Relevance for clinical trials
For the assessment of efficacy and safety, the question of which population the data were collected from is critical. A methodologically sound random sample strengthens generalizability, but is often only achievable to a limited extent in clinical trials. Therefore, the focus in registration trials is on internal validity through randomization and controlled conduct, supplemented by a transparent discussion of external validity. In benefit assessment and health technology assessments, the sampling question can become relevant again when patient populations, care structures, or standards of care vary between countries.
For sponsors and CROs, this means in practice: Already in study planning, it should be clear which target population is to be represented, how recruitment will realistically occur, and what limitations the population has. These limitations should not be glossed over, but actively managed, for example through targeted site selection, adjustments to recruitment strategy, and robust sensitivity analyses in the statistical analysis plan. Additionally, it can be helpful to continuously evaluate recruitment data to check whether the enrolled population shifts over time, for example due to seasonal effects or sites with different catchment areas.

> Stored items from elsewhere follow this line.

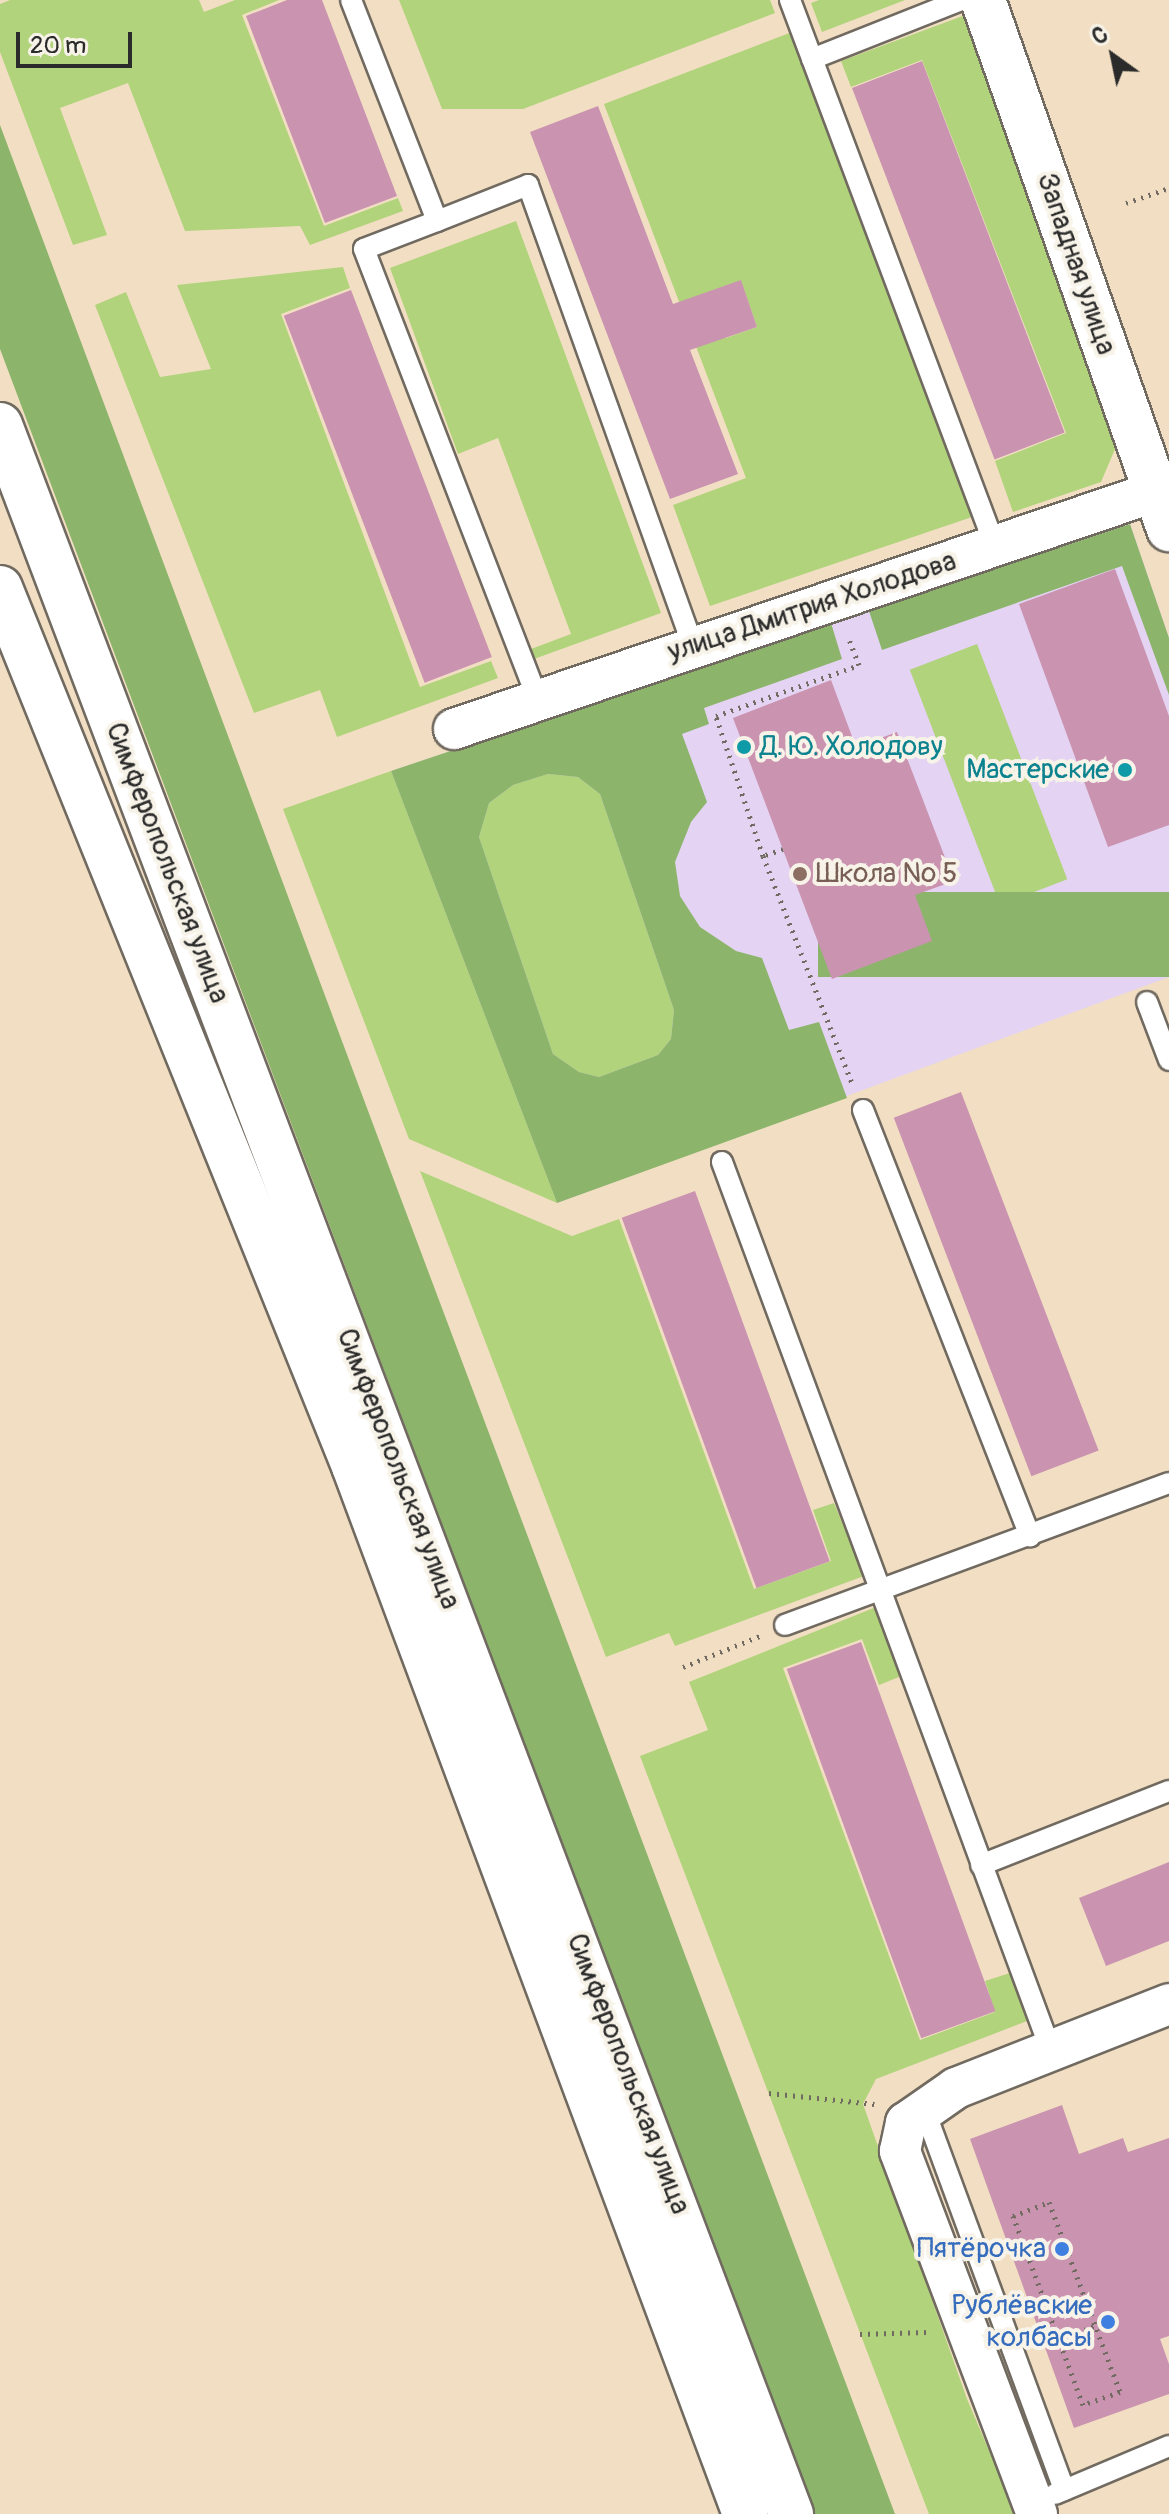 <!DOCTYPE html>
<meta charset="utf-8">
<style>
body{margin:0}
#map{position:relative;width:1169px;height:2514px;overflow:hidden;background:#f2dfc3;font-family:Pangolin,sans-serif}
div>[style]{position:absolute}
.built>*{inset:0;background:#e4d3f2}
.green>*{inset:0;background:#b1d37b;transform-origin:0 0}
.forest>*{inset:0;background:#8cb56b;transform-origin:0 0}
.building>*{inset:0;background:#ca93b0;transform-origin:0 0}
.path>*{height:5px;margin-top:-2.5px;transform-origin:0;background:repeating-linear-gradient(90deg,#716a60 0 2px,transparent 0 8px)}
.roads{filter:drop-shadow(2px 0 #716a60) drop-shadow(-2px 0 #716a60) drop-shadow(0 2px #716a60) drop-shadow(0 -2px #716a60)}
.service>*{height:20px;margin:-10px;padding:0 10px;transform-origin:10px;border-radius:10px;background:#fff}
.minor>*{height:40px;margin:-20px;padding:0 20px;transform-origin:20px;border-radius:20px;background:#fff}
.tertiary>*{height:44px;margin:-22px;padding:0 22px;transform-origin:22px;border-radius:22px;background:#fff}
.primary>*{height:44px;margin:-22px;padding:0 22px;transform-origin:22px;border-radius:22px;background:#fff}
.dots>*{width:22px;height:22px;translate:-50% -50%;box-sizing:border-box;border:4px solid #f7f3e8;border-radius:50%}
span{translate:-50% -50%;white-space:nowrap;text-align:center;line-height:1.15;-webkit-text-stroke:8px #f7f3e8;paint-order:stroke}
.street-label{font-size:28px;color:#2b2b2b}
.culture-label{font-size:28px;color:#0d838f}
.left{translate:0 -50%;text-align:left}
.right{translate:-100% -50%;text-align:right}
.education-label{font-size:28px;color:#785e54}
.shop-label{font-size:28px;color:#366cbe}
.north{position:absolute;left:1073px;top:16px;width:80px;height:80px;-webkit-text-stroke:6px #f7f3e8;paint-order:stroke;rotate:327deg;font-size:22px;font-weight:700;line-height:32px;text-align:center;color:#2b2b2b}
.north::after{content:'';display:block;margin:auto;width:28px;height:36px;background:#2b2b2b;clip-path:polygon(50% 0,100% 100%,50% 72%,0 100%)}
.scale{position:absolute;left:16px;top:32px;width:116px;height:36px;box-sizing:border-box;border:4px solid #2b2b2b;border-top:0;padding-left:10px;font-size:24px;line-height:28px;white-space:nowrap;color:#2b2b2b;-webkit-text-stroke:6px #f7f3e8;paint-order:stroke}
</style>
<div id="map">
<div class="built">
<i style="clip-path:polygon(1130px 524px,1169px 638px,1169px 977px,557px 1203px,391px 771px)"></i>
</div>
<div class="green">
<i style="clip-path:polygon(10px 0,199px 0,204px 12px,235px 0,279px 0,242px 15px,324px 226px,398px 198px,403px 211px,310px 245px,300px 226px,185px 231px,128px 83px,60px 108px,107px 235px,73px 245px,0 52px,0 4px)"></i>
<i style="clip-path:polygon(399px 0,770px 0,775px 13px,523px 109px,442px 109px)"></i>
<i style="clip-path:polygon(819px 0,905px 0,822px 32px,811px 3px)"></i>
<i style="clip-path:polygon(968px 14px,1118px 442px,1101px 482px,1013px 512px,995px 461px,1066px 433px,922px 60px,851px 87px,841px 61px)"></i>
<i style="clip-path:polygon(evenodd,792px 32px,972px 517px,710px 606px,673px 505px,746px 478px,604px 104px,792px 32px,741px 281px,757px 327px,726px 338px,725px 338px,741px 281px)"></i>
<i style="clip-path:polygon(516px 221px,661px 613px,534px 659px,531px 649px,571px 634px,498px 438px,458px 454px,390px 268px)"></i>
<i style="clip-path:polygon(343px 267px,350px 288px,281px 314px,420px 687px,491px 661px,498px 678px,337px 737px,320px 690px,254px 713px,95px 305px,126px 292px,160px 377px,211px 369px,177px 285px)"></i>
<i style="left:977px;top:644px;width:252px;height:72px;rotate:69deg"></i>
<i style="clip-path:polygon(391px 771px,557px 1203px,409px 1139px,283px 809px)"></i>
<i style="clip-path:polygon(548px 774px,578px 777px,600px 794px,674px 1010px,671px 1039px,658px 1055px,599px 1077px,579px 1072px,553px 1054px,479px 837px,489px 803px,513px 785px)"></i>
<i style="clip-path:polygon(420px 1171px,572px 1236px,619px 1219px,754px 1589px,831px 1561px,813px 1510px,834px 1503px,864px 1576px,675px 1646px,669px 1633px,606px 1657px)"></i>
<i style="clip-path:polygon(876px 1607px,904px 1675px,879px 1685px,862px 1639px,783px 1668px,920px 2040px,995px 2012px,985px 1981px,1013px 1972px,1030px 2020px,876px 2079px,863px 2104px,967px 2399px,1016px 2514px,929px 2514px,640px 1756px,708px 1730px,689px 1682px)"></i>
</div>
<div class="forest">
<i style="clip-path:polygon(0 125px,392px 1175px,895px 2514px,814px 2514px,0 349px)"></i>
<i style="clip-path:polygon(1130px 524px,1169px 638px,1169px 695px,1122px 566px,882px 650px,869px 611px)"></i>
<i style="clip-path:polygon(evenodd,831px 623px,842px 659px,704px 708px,709px 724px,682px 734px,707px 802px,691px 822px,675px 862px,680px 896px,700px 927px,736px 951px,762px 958px,789px 1030px,819px 1022px,847px 1098px,557px 1203px,391px 771px,831px 623px,548px 774px,578px 777px,600px 794px,674px 1010px,671px 1039px,658px 1055px,599px 1077px,579px 1072px,553px 1054px,479px 837px,489px 803px,513px 785px,548px 774px)"></i>
<i style="left:1169px;top:892px;width:85px;height:351px;rotate:90deg"></i>
</div>
<div class="building">
<i style="clip-path:polygon(287px 0,322px 0,397px 196px,325px 223px,246px 16px)"></i>
<i style="left:922px;top:61px;width:398px;height:75px;rotate:69deg"></i>
<i style="clip-path:polygon(598px 106px,673px 304px,741px 280px,757px 327px,690px 350px,738px 474px,670px 499px,530px 132px)"></i>
<i style="left:351px;top:290px;width:393px;height:72px;rotate:69deg"></i>
<i style="clip-path:polygon(1115px 569px,1169px 716px,1169px 825px,1108px 847px,1019px 604px)"></i>
<i style="clip-path:polygon(831px 680px,856px 747px,897px 732px,954px 881px,915px 895px,932px 941px,832px 979px,733px 718px)"></i>
<i style="left:961px;top:1092px;width:384px;height:72px;rotate:69deg"></i>
<i style="left:695px;top:1191px;width:394px;height:78px;rotate:70deg"></i>
<i style="left:861px;top:1642px;width:393px;height:79px;rotate:70deg"></i>
<i style="clip-path:polygon(1169px 1862px,1169px 1941px,1106px 1966px,1079px 1898px)"></i>
<i style="clip-path:polygon(1062px 2105px,1079px 2154px,1123px 2138px,1128px 2152px,1169px 2138px,1169px 2336px,1160px 2339px,1169px 2364px,1169px 2394px,1074px 2428px,970px 2139px)"></i>
</div>
<div class="path">
<i style="left:1126px;top:203px;width:46px;rotate:-19.2deg"></i>
<i style="left:783px;top:849px;width:21px;rotate:161deg"></i>
<i style="left:763px;top:856px;width:244px;rotate:68.6deg"></i>
<i style="left:763px;top:856px;width:148px;rotate:-108.6deg"></i>
<i style="left:716px;top:716px;width:152px;rotate:-19.6deg"></i>
<i style="left:859px;top:665px;width:31px;rotate:-111deg"></i>
<i style="left:683px;top:1667px;width:83px;rotate:-21.9deg"></i>
<i style="left:769px;top:2093px;width:106px;rotate:6deg"></i>
<i style="left:1049px;top:2202px;width:203px;rotate:69.5deg"></i>
<i style="left:1120px;top:2392px;width:39px;rotate:161deg"></i>
<i style="left:1083px;top:2405px;width:202px;rotate:-110.3deg"></i>
<i style="left:1013px;top:2216px;width:39px;rotate:-21deg"></i>
<i style="left:1048px;top:2312px;width:39px;rotate:-19deg"></i>
<i style="left:860px;top:2334px;width:67px;rotate:-1.7deg"></i>
<i style="left:1039px;top:2346px;width:59px;rotate:-19.7deg"></i>
</div>
<div class="roads">
<div class="service">
<i style="left:351px;top:0;width:237px;rotate:68.7deg"></i>
<i style="left:437px;top:221px;width:98px;rotate:-21.6deg"></i>
<i style="left:528px;top:185px;width:490px;rotate:70.3deg"></i>
<i style="left:790px;top:0;width:583px;rotate:69.42deg"></i>
<i style="left:812px;top:59px;width:160px;rotate:-21.6deg"></i>
<i style="left:437px;top:221px;width:78px;rotate:159deg"></i>
<i style="left:364px;top:249px;width:483px;rotate:68.9deg"></i>
<i style="left:1147px;top:1002px;width:62px;rotate:69.2deg"></i>
<i style="left:863px;top:1110px;width:458px;rotate:68.6deg"></i>
<i style="left:722px;top:1162px;width:945px;rotate:69.69deg"></i>
<i style="left:785px;top:1625px;width:409px;rotate:-20.3deg"></i>
<i style="left:981px;top:1865px;width:202px;rotate:-21.5deg"></i>
<i style="left:923px;top:2106px;width:409px;rotate:69.8deg"></i>
<i style="left:1055px;top:2494px;width:124px;rotate:-22.8deg"></i>
</div>
<div class="minor">
<i style="left:454px;top:729px;width:755px;rotate:-18.7deg"></i>
<i style="left:1037px;top:2514px;width:388px;rotate:-110.7deg"></i>
<i style="left:900px;top:2151px;width:29px;rotate:-78deg"></i>
<i style="left:906px;top:2123px;width:61px;rotate:-35deg"></i>
<i style="left:956px;top:2088px;width:229px;rotate:-21.5deg"></i>
</div>
<div class="tertiary">
<i style="left:983px;top:0;width:561px;rotate:70.63deg"></i>
</div>
<div class="primary">
<i style="left:0;top:425px;width:2234px;rotate:69.26deg"></i>
<i style="left:0;top:588px;width:947px;rotate:68.04deg"></i>
<i style="left:354px;top:1466px;width:1119px;rotate:69.54deg"></i>
</div>
</div>
<div class="dots">
<i style="left:744px;top:747px;background:#0f9aa8"></i>
<i style="left:1125px;top:770px;background:#0f9aa8"></i>
<i style="left:800px;top:874px;background:#8d6e63"></i>
<i style="left:1062px;top:2249px;background:#3f7fe0"></i>
<i style="left:1108px;top:2322px;background:#3f7fe0"></i>
</div>
<div class="street-label">
<span style="left:1076px;top:264px;rotate:71deg">Западная улица</span>
<span style="left:812px;top:607px;rotate:-18deg">улица Дмитрия Холодова</span>
<span style="left:167px;top:863px;rotate:69deg">Симферопольская улица</span>
<span style="left:398px;top:1469px;rotate:69deg">Симферопольская улица</span>
<span style="left:628px;top:2074px;rotate:69deg">Симферопольская улица</span>
</div>
<div class="culture-label">
<span class="left" style="left:760px;top:747px">Д. Ю. Холодову</span>
<span class="right" style="left:1109px;top:770px">Мастерские</span>
</div>
<div class="education-label">
<span class="left" style="left:816px;top:874px">Школа № 5</span>
</div>
<div class="shop-label">
<span class="right" style="left:1046px;top:2249px">Пятёрочка</span>
<span class="right" style="left:1092px;top:2322px">Рублёвские<br>колбасы</span>
</div>
<div class="north">С</div>
<div class="scale">20 m</div>
</div>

Frequently Asked Questions (FAQ)
Why is a true random sample rare in clinical trials?
Because inclusion and exclusion criteria, informed consent processes, and recruitment pathways influence the selection of participants. This typically results in a selected study population that is not randomly drawn from the overall population.
Is randomization sufficient to generalize results?
Randomization improves internal validity because treatment arms become comparable. For generalizability, an additional assessment is needed of how the study population is composed compared to the target population.
What information helps to better assess the sample?
Useful information includes recruitment channels, screen failures, site mix, baseline characteristics, and dropout rates. This information should be transparently presented in the study report.
Which regulatory and methodological references are particularly relevant for this?
- ICH E9: Basic principles on sample planning, estimation, and inference.
- ICH E6(R3): Requirements for study design, documentation, and data quality.
- Regulation (EU) No 536/2014 (CTR): Framework for clinical trials in the EU and transparency requirements regarding the study population.